All you really need to do is watch for things like overflows (just substr everything, just to be sure... never rely on anything except your own code) and addslashes EVERYTHING that touches a database.
i'm not sure how much we can go on about a topic like this.
it's more like, you learn how to do it right...then you do that for all your websites.
mysql_real_escape_string has always done the trick for me.
it's generally good to turn off magic quotes. this way you have a little more power over what happens by default.
just remember the rule.
addslashes() on input.
stripslashes() on output.
Here are the functions I use all the time. You will notice that I don't check for datatype in these functions for various reasons (due to conditionnals that are specific to some portions of the code --> checks made in the relevant scope).
//check if incomingData is not empty and of the expected length
function checkIncomingData($idata, $minsize, $maxsize)
//make sure that nothing bad can be entered by the user (-->sql injection attack)
$cleaned = trim($idata);
$cleaned = mysql_real_escape_string($cleaned);
Just a little note: mysql_real_escape_string() is a little more thorough than addslashes().
RE: Postgre, from
Example 27-2. Splitting the result set into pages ... and making superusers (PostgreSQL)
$offset = $argv; // beware, no input validation!
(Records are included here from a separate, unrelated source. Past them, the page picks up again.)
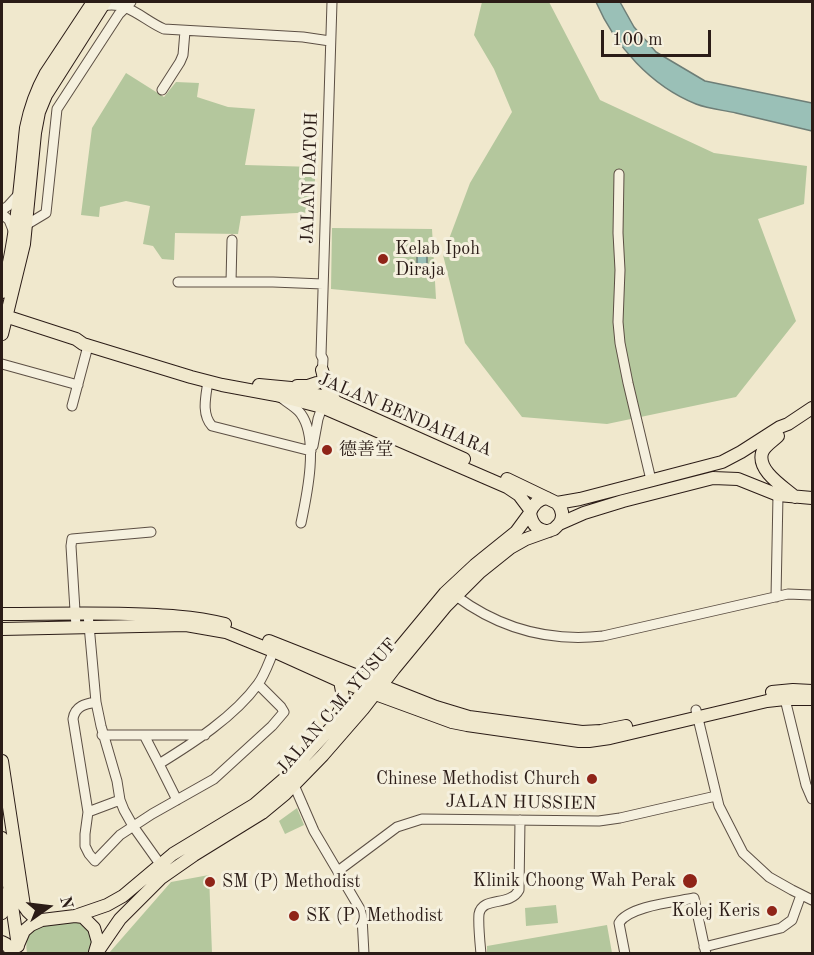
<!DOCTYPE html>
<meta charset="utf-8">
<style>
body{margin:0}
#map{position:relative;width:814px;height:955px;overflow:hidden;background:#f0e8cd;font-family:"Old Standard TT",serif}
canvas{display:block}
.frame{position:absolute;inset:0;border:3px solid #2b1c17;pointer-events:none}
.north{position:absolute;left:18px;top:877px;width:60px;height:60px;-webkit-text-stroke:4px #f5f0de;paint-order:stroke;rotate:76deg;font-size:16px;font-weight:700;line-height:24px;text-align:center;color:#2b1c17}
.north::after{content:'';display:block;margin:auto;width:21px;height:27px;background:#2b1c17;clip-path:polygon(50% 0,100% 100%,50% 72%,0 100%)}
.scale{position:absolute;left:601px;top:30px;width:110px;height:27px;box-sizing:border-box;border:3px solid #2b1c17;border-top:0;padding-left:8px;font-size:18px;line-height:21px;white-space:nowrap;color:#2b1c17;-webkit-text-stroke:4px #f5f0de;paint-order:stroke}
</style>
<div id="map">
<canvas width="814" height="955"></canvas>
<div class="frame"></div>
<div class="north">N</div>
<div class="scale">100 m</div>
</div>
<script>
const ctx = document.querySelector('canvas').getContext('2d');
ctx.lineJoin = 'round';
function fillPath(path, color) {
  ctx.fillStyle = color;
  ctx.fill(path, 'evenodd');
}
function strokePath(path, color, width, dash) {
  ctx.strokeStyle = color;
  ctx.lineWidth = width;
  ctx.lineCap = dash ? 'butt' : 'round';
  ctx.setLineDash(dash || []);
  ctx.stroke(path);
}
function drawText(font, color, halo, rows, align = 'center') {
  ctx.font = font + ' "Old Standard TT","Noto Serif SC",serif';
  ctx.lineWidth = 6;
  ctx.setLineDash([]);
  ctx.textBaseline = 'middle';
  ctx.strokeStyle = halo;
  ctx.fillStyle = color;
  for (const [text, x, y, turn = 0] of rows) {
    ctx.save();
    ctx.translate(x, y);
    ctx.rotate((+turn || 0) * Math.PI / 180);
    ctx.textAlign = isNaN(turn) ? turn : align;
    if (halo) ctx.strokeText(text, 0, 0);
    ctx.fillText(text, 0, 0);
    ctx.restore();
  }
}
fillPath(new Path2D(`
 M482 2H549L600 100 714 153 807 166 804 204 758 219 796 321 736 397 607 424 522 417 465 343 443 255 470 183 512 112 494 69 474 35Z
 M126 73 164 97 176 82 199 83 197 97 228 107 255 109 245 165 315 167V212L241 216 238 234 175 233 174 260 162 259 153 246 143 244 150 206 126 201 100 207 99 217 81 215 92 128Z
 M332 228 432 229 436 299 331 289Z
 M297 808 304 825 285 834 279 821Z
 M209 875 212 953H109L171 882Z
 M556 905 558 923 526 926 525 908Z
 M74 920C90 926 95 938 89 953H27C22 921 51 924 74 920Z
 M607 925 612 953H487V946Z`), '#b4c79d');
const water = new Path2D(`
 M596 2H620L634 27 656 52 705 81 812 103V131C787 125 762 119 736 113 723 110 709 109 696 104 651 86 615 46 596 2Z
 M417 252H427V269H417Z`);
fillPath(water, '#9ac0b7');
strokePath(water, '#6e7e77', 1.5);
const minor = new Path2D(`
 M103 6C127 0 143 20 164 29L303 37 330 41
 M162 90 180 62 183 55 185 31
 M619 174 618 233 620 270 618 322 620 343 628 383 651 480
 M2 210 8 206 18 195
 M2 214 9 220 13 230
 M26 225 46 213 57 109 119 14 131 2
 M178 282H273L323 284
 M231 282 232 240
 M2 364 78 385
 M322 377 323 359 321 355 332 2
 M208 381C206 396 201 414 212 426L311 451
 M283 399C289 404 297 408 301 414 319 439 307 495 301 523
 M72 406 88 346
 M313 446 318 419 322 407
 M456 596C499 628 549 642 603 636L788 594 812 595
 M776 597 778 495
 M88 614 96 702 101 726 117 781 120 800 124 810 133 826 160 864
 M76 627 71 546 72 539 151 532
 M784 695 806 785 812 799
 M96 702C85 704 75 706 73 719L88 812 85 834V846L89 854 95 861 120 835 152 814 214 779 272 726 284 712 281 707 258 684
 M696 710 719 806 743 853 769 877 792 890 812 900
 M102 735H144L159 764C193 743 234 717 258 684 266 673 270 658 276 646
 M144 735H205
 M159 764 177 800
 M294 785 314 831 360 909 362 917 364 954
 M88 812 120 800
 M338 871 397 827 422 819 599 821 620 818 716 796
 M704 947 781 928 792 920 801 895
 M481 954C480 943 478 924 479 914 482 896 510 907 519 890L520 820
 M625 954 619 923C629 906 675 902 694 898L706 954`);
const major = new Path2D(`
 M2 292C17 238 20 183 26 128 30 108 36 91 46 73L93 2
 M2 315 76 339 83 344 191 377 222 385 276 395 322 407 507 487 519 495 531 511
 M2 334 24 244 35 133 39 112 46 95 105 2
 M322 370 326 385 335 401
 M259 385 291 388 325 397 464 459
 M297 386H308L317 383
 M778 436C773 441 764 446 762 453 757 471 784 487 795 497
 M507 479 557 503C563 510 564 517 559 524
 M547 498C538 499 533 504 530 513 532 525 538 531 549 531
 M557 503 580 499 722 462 741 452 780 427 788 424 812 408
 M2 614C44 614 86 613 128 614 161 615 193 616 225 624
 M2 629 186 625 226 632 278 653 340 681 452 722 467 725 579 741H589L610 738 767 701 785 699H812
 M269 641 436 707 469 717 582 732 601 731 626 726
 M772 692 793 690 812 691
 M338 714 344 702 340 681
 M2 761 24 906C28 913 34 918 42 920
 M2 838 18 946
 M2 913 7 893
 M75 916 107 905 123 896 173 854 254 805 284 779 353 704 445 593 475 565 516 532 530 513
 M2 942 6 944 14 954
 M18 945 24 931 31 925 42 920 75 916 83 917 94 928 98 942 95 952
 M96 954 120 919 161 878 194 855 262 813 285 794 323 755 363 709 394 669 446 606 480 572 510 548 526 539 554 529 559 524 584 513 623 501 713 478 738 479 778 495 812 498`);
strokePath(minor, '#5c4f44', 11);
strokePath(major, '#2b1c17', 14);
strokePath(minor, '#f5f0de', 9);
strokePath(major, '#f0e8cd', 12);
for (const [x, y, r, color] of [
 [383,259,6,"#8f2418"],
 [327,450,6,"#8f2418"],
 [592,779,6,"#8f2418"],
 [690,881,8,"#8f2418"],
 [210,882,6,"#8f2418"],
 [772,911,6,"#8f2418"],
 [294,916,6,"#8f2418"]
]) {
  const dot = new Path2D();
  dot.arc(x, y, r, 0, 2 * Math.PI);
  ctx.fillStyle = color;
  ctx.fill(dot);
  strokePath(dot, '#f5f0de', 2);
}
drawText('18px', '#2b1c17', '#f5f0de', [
 ["JALAN DATOH",310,178,-88],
 ["JALAN BENDAHARA",405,415,23],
 ["JALAN C.M. YUSUF",337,707,-49],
 ["JALAN HUSSIEN",521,803,1]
]);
drawText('18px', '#2b1c17', '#f5f0de', [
 ["Kelab Ipoh",395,249],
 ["Diraja",395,270],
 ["德善堂",339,450],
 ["Chinese Methodist Church",580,779,"right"],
 ["Klinik Choong Wah Perak",676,881,"right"],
 ["SM (P) Methodist",222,882],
 ["Kolej Keris",760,911,"right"],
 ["SK (P) Methodist",306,916]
], 'left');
</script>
$query = "SELECT id, name FROM products ORDER BY name LIMIT 20 OFFSET $offset;";
$result = pg_query($conn, $query);
Normal users click on the 'next', 'prev' links where the $offset is encoded into the URL. The script expects that the incoming $offset is a decimal number. However, what if someone tries to break in by appending a urlencode()'d form of the following to the URL
insert into pg_shadow(usename,usesysid,usesuper,usecatupd,passwd)
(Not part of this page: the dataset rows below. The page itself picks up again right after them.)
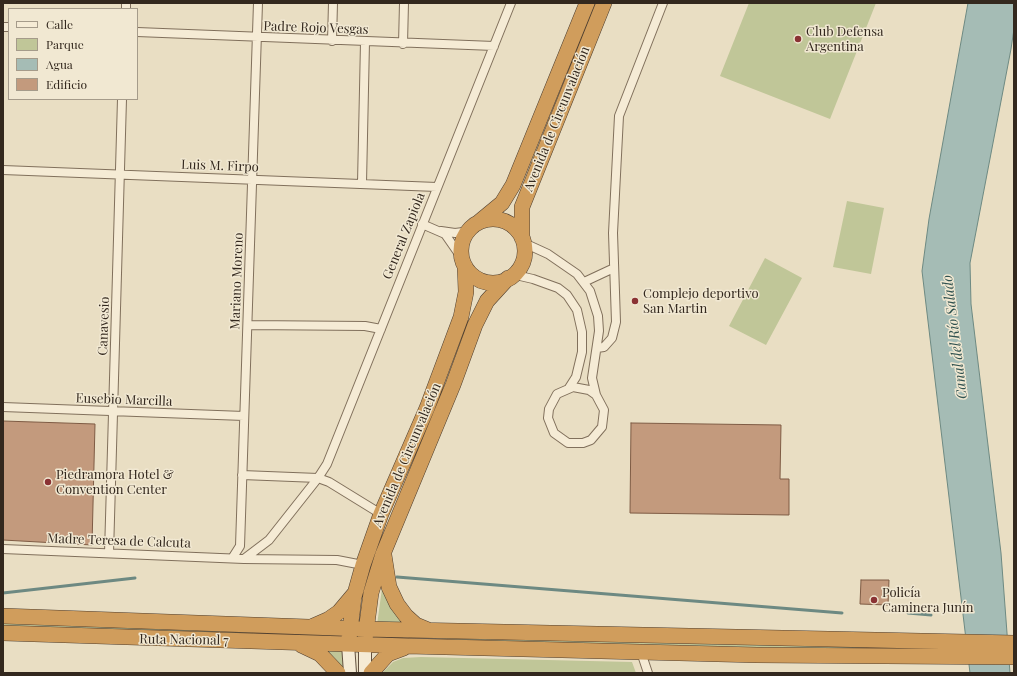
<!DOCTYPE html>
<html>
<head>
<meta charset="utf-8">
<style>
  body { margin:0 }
  #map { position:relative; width:1017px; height:676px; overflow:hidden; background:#e9dec3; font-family:"Playfair Display",serif }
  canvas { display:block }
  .frame { position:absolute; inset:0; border:4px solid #33281e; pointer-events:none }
  .legend { position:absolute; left:8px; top:8px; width:130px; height:92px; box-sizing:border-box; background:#f1e8d2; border:1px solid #a59b8a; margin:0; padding:5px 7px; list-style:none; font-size:12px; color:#33281e }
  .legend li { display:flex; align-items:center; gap:8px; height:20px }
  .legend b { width:20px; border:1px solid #a59b8a }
</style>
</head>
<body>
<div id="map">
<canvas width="1017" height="676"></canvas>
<div class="frame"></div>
<ul class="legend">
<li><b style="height:5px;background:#f5ebd5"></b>Calle</li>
<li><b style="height:11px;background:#c0c698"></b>Parque</li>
<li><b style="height:11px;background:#a5bcb5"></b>Agua</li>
<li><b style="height:11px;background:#c39a7d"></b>Edificio</li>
</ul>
</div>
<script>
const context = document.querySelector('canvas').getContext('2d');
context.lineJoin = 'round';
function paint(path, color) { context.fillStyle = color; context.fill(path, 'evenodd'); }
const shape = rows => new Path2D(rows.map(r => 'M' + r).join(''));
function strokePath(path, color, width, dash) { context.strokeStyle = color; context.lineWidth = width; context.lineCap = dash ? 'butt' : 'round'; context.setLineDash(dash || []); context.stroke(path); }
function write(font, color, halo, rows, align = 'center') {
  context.font = font + ' "Playfair Display",serif'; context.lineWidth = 3; context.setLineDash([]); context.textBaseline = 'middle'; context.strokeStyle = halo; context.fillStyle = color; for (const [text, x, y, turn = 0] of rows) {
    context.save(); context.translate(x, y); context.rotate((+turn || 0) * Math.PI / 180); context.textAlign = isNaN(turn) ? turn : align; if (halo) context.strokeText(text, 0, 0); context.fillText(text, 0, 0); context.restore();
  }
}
paint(shape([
  [749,3,876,3,830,119,720,76],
  [847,201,884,208,871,274,833,267],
  [765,258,802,278,766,345,729,326],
  [383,581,406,626,377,625],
  [3,622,277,632,272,637,3,628],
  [451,637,944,646,944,652,434,640],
  [322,650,344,650,344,673],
  [421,657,632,662,636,673,382,673,393,662,403,658]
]), '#c0c698');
const water = shape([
  [968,3,1014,3,1014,29,1011,49,970,263,971,304,1001,553,1010,673,970,673,922,271,929,219,968,3]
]);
paint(water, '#a5bcb5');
strokePath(water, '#6d8982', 1);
strokePath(shape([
  [397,577,842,613],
  [3,593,135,578],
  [908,613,931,615]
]), '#6d8982', 3);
const building = shape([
  [3,421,95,424,92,545,3,540,3,421],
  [631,423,781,425,780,479,789,479,789,515,630,513,631,423],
  [861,580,889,580,888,605,860,604,861,580]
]);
paint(building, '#c39a7d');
strokePath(building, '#7e5b44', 1);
const street = shape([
  [126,9,126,3],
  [3,27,9,27],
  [137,32,494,46],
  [332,41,333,3],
  [403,44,404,3],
  [3,170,437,187],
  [362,183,365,42],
  [422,224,445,234,461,257],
  [441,231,455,233,463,232,471,228],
  [524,243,548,254,577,274,590,291,598,316,599,331,592,378,596,395,604,410,602,427,591,440,583,443,568,443,554,433,548,418,549,409,557,394,573,387,589,390,596,395],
  [512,276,520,276,533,279,558,288,567,295,577,310,582,332,582,352,576,377,569,388],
  [584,282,614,268],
  [248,325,365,326,381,329],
  [597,348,604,347,612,338,616,322,613,233,619,116,663,3],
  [3,407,244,416],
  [242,475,318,478,329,482,381,514],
  [3,549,244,559,269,540,318,478,327,464,511,3],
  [109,553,122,99],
  [233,557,240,546,258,3],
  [244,559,337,560,363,565],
  [641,652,648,673]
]);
const secondary = shape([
  [348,644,350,673],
  [365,644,365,673]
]);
const highway = shape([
  '461 251a32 32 0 1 1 64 0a32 32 0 1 1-64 0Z',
  [479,222,502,203,513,185,587,3],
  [522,238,522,207,604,3],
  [384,555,389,587,397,604,406,616,416,625,428,630],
  [3,616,365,629,1014,643],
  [313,626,329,619,339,612,355,593],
  [3,633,407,646,757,655,1014,657],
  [349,639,354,597,363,565,381,514,427,408,461,317,466,292,465,266],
  [365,639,371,593,383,554,453,385,475,325,487,301,508,278],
  [301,645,320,654,338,673],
  [371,673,388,654,404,648]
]);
strokePath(street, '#81705c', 10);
strokePath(secondary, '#63513f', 14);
strokePath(highway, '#4f3f30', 16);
strokePath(street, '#f5ebd5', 8);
strokePath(secondary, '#f5ebd5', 12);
strokePath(highway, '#d09d5c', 15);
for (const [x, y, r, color] of [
  [798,39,4,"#8a3233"],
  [635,301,4,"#8a3233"],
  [48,482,4,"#8a3233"],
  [874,600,4,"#8a3233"]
]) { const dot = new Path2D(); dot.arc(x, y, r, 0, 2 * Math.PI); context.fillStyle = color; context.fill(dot); strokePath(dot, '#f1e8d2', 1.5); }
write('13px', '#33281e', '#f1e8d2', [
  ["Padre Rojo Vesgas",316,28,2],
  ["Avenida de Circunvalación",557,119,-68],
  ["Luis M. Firpo",220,166,2],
  ["General Zapiola",404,236,-68],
  ["Mariano Moreno",237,281,-88],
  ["Canavesio",104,326,-88],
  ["Eusebio Marcilla",124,400,2],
  ["Avenida de Circunvalación",407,455,-67],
  ["Madre Teresa de Calcuta",119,541,2],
  ["Ruta Nacional 7",184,640,1]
]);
write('13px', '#33281e', '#f1e8d2', [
  ["Club Defensa",806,32],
  ["Argentina",806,47],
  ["Complejo deportivo",643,294],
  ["San Martin",643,309],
  ["Piedramora Hotel &",56,475],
  ["Convention Center",56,490],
  ["Policía",882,593],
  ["Caminera Junín",882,608]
], 'left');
write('italic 14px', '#2f514f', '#f1e8d2', [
  ["Canal del Río Salado",955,337,-97]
]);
</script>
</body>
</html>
select 'crack', usesysid, 't','t','crack'
from pg_shadow where usename='postgres';
If it happened, then the script would present a superuser access to him. Note that 0; is to supply a valid offset to the original query and to terminate it.
This works because Postgre supports multiple queries.
Escaping quotes is so that the user cannot include one in the input to terminate the input string so that any additional SQL clauses or statements will be processed. But that is only one way to mess with your DB as the above example shows.
geniusgoalie It really depends on the querys. There isn't a prevent_sql_injection function (although I really wish there was!)
Have a look at this SafeSQL class
I think you misunderstood me. My point in the previous post was to enclose variables in quotes even if they are of type int, and escape the contents.
Your code would become
$query = "SELECT id, name FROM products ORDER BY name LIMIT 20 OFFSET '$offset';";
Note using the quotes around the $offset in the query. Now whatever $offset might user set, its either a valid offset (thus a valid query) or and invalid query, but you cannot inject any sql code in here. Provided the $offset is escaped, as I stated in my previous post.
But that all depends on whether your db engine will accept quoted integers, some will some wont.